-- Opening Marker --

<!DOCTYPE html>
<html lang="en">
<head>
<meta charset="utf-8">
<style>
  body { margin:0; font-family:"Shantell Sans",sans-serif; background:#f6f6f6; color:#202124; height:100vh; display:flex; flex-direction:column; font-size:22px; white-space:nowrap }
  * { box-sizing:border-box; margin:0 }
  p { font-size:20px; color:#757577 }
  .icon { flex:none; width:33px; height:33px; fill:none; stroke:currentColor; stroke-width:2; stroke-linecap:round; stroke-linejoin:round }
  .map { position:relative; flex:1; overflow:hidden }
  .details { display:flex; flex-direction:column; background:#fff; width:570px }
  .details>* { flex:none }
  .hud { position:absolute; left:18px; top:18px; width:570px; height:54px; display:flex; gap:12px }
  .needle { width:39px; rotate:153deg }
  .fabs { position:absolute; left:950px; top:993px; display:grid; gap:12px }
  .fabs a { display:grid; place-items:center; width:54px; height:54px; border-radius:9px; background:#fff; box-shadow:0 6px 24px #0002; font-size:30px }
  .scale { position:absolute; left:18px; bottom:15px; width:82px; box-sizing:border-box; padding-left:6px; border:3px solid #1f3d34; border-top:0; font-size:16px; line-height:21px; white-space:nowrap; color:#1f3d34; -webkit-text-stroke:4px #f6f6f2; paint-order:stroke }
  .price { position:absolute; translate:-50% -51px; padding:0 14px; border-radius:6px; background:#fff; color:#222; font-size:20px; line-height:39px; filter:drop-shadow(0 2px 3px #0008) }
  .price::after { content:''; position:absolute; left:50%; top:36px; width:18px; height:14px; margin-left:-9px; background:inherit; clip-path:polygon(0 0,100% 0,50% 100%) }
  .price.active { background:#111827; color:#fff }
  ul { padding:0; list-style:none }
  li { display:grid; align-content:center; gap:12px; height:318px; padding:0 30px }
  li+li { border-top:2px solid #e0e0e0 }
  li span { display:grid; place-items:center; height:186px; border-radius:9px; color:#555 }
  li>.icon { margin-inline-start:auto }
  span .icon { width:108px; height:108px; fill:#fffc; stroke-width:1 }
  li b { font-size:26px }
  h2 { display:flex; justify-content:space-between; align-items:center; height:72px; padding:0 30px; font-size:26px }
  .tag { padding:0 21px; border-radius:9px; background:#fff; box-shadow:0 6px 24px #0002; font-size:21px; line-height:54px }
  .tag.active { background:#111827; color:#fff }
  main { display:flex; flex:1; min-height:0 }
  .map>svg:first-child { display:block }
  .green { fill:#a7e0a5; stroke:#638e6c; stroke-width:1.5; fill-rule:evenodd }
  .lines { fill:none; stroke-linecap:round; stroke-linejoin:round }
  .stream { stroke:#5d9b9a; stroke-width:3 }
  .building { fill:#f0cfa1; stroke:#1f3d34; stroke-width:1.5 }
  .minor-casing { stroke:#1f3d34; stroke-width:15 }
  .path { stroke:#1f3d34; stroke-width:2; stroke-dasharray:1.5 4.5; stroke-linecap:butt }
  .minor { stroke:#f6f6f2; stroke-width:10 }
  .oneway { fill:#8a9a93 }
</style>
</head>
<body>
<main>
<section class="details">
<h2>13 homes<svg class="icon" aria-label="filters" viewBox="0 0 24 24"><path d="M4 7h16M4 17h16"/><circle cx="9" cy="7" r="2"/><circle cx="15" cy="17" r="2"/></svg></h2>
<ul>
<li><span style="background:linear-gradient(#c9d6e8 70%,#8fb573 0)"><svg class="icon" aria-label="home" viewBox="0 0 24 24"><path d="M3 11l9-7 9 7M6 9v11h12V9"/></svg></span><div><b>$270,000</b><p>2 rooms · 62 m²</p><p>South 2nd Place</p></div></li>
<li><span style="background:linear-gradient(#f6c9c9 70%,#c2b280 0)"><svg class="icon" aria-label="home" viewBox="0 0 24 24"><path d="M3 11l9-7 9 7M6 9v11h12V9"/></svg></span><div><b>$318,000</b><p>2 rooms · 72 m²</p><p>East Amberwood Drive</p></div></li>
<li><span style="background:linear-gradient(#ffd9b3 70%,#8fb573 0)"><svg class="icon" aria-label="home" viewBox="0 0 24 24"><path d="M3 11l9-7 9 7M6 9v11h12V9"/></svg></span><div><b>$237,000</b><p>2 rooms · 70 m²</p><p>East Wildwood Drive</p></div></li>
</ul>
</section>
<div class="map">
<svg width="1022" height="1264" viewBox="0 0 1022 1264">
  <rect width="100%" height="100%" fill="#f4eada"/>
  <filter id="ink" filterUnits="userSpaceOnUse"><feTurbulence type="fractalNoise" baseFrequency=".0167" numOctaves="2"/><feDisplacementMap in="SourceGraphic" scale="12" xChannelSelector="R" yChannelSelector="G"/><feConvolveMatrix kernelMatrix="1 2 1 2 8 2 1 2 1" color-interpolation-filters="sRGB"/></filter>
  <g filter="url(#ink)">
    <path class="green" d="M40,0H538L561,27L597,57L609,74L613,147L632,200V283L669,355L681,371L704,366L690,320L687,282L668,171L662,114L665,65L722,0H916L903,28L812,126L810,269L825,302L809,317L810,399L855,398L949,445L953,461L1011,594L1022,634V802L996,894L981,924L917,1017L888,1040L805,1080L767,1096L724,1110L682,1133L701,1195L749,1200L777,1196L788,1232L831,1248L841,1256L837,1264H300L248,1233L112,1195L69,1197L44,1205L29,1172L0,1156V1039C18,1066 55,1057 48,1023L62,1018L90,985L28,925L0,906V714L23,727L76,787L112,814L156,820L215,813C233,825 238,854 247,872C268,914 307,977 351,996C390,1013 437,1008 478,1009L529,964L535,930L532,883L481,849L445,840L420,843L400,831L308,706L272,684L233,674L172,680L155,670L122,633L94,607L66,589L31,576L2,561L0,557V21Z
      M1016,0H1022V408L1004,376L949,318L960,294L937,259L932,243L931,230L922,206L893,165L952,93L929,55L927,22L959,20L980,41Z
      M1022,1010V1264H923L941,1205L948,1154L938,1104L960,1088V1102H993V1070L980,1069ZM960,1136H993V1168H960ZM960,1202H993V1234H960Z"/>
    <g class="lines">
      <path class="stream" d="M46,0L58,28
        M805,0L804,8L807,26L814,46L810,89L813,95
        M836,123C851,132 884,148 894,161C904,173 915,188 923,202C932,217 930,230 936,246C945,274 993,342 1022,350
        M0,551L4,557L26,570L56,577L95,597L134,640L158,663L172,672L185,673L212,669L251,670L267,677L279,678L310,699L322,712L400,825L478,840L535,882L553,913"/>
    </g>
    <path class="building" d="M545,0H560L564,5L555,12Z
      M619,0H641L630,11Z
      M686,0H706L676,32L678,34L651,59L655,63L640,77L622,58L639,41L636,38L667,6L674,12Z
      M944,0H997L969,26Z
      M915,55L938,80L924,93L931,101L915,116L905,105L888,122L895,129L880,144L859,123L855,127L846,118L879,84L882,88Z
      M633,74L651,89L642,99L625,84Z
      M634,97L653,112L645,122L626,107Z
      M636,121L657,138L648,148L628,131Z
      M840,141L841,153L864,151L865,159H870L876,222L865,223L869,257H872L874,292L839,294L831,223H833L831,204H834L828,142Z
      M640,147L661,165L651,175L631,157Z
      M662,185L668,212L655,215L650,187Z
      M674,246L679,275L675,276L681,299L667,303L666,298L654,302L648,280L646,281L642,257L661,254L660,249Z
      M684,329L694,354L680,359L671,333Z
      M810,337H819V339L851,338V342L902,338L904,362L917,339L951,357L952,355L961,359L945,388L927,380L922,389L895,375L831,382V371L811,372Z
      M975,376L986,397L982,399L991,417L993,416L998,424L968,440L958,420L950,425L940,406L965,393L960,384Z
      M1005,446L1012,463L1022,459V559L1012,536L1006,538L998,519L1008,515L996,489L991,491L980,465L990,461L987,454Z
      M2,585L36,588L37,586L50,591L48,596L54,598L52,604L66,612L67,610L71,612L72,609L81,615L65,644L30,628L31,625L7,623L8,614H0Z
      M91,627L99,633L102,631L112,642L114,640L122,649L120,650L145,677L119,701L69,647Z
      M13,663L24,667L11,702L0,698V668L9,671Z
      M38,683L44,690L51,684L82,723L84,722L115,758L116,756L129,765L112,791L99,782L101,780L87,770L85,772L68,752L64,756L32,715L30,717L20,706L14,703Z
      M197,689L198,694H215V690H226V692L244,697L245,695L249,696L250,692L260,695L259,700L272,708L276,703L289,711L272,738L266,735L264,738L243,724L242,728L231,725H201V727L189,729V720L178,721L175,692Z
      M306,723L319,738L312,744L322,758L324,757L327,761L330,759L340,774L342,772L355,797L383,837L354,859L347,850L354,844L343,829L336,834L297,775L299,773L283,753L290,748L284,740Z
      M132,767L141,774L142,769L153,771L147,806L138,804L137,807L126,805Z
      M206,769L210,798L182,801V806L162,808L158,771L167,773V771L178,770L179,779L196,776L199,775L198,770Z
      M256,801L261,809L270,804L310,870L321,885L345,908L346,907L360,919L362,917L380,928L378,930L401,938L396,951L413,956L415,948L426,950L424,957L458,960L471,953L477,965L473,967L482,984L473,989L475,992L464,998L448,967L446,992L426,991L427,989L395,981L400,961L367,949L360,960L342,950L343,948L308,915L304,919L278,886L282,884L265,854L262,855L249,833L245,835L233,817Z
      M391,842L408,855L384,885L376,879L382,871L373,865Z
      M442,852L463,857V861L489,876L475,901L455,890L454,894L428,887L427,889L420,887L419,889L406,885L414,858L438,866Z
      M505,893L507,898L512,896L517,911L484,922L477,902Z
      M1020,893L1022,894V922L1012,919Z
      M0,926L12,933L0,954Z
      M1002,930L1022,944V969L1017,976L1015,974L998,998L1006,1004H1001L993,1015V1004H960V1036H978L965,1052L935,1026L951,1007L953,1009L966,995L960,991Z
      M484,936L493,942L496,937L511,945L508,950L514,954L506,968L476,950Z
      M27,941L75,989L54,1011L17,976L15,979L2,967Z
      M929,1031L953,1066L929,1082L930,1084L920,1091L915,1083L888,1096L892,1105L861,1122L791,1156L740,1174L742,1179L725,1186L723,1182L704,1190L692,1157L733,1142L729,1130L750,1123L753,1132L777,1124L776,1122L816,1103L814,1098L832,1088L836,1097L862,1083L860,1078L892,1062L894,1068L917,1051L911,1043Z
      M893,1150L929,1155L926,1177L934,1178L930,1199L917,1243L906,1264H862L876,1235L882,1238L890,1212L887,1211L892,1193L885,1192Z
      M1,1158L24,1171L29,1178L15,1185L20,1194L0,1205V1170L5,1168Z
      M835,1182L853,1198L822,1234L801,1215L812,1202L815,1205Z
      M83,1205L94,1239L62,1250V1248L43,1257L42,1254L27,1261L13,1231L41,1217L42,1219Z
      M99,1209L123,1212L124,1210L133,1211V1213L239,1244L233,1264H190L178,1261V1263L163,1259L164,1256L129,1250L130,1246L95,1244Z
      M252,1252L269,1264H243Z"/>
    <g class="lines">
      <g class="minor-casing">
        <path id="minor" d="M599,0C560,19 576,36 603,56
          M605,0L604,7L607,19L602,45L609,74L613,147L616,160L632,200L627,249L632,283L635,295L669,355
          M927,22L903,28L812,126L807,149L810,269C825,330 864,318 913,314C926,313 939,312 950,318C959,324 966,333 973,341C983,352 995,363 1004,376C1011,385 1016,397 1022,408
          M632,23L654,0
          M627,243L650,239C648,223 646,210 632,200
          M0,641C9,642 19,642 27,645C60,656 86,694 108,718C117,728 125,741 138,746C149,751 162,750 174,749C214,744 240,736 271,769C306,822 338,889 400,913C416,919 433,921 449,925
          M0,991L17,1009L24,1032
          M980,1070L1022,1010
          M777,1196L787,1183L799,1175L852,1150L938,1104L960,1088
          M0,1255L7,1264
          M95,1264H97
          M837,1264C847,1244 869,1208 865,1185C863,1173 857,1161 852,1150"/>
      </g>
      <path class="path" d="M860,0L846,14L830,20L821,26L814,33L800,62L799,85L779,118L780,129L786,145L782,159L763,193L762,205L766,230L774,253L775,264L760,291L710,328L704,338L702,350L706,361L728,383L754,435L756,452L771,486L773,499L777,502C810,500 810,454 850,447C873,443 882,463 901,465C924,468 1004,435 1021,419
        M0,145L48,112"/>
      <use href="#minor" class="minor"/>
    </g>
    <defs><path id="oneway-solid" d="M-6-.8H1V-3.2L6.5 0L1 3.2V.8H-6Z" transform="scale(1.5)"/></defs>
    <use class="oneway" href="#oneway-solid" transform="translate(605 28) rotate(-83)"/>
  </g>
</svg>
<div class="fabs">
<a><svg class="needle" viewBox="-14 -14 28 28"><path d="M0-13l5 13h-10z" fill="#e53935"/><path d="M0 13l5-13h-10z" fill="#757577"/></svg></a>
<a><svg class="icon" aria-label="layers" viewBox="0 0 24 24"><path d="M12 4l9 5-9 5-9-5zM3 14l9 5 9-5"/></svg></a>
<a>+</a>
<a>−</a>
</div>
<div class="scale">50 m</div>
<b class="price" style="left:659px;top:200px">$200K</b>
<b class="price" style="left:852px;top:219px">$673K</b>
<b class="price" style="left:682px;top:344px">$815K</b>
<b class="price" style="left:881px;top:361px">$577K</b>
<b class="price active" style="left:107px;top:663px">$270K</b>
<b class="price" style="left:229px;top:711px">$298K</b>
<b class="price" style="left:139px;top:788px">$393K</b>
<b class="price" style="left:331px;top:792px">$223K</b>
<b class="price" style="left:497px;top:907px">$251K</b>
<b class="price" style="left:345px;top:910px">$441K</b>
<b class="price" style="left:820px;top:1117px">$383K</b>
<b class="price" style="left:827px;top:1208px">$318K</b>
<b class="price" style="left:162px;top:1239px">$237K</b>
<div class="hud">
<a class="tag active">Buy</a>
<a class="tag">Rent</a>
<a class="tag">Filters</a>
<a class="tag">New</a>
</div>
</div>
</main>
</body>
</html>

-- Closing Marker --

* **What the exercise asks**
All that is needed is the number of lines in the listing holding the word "padding".

* **Response area**
6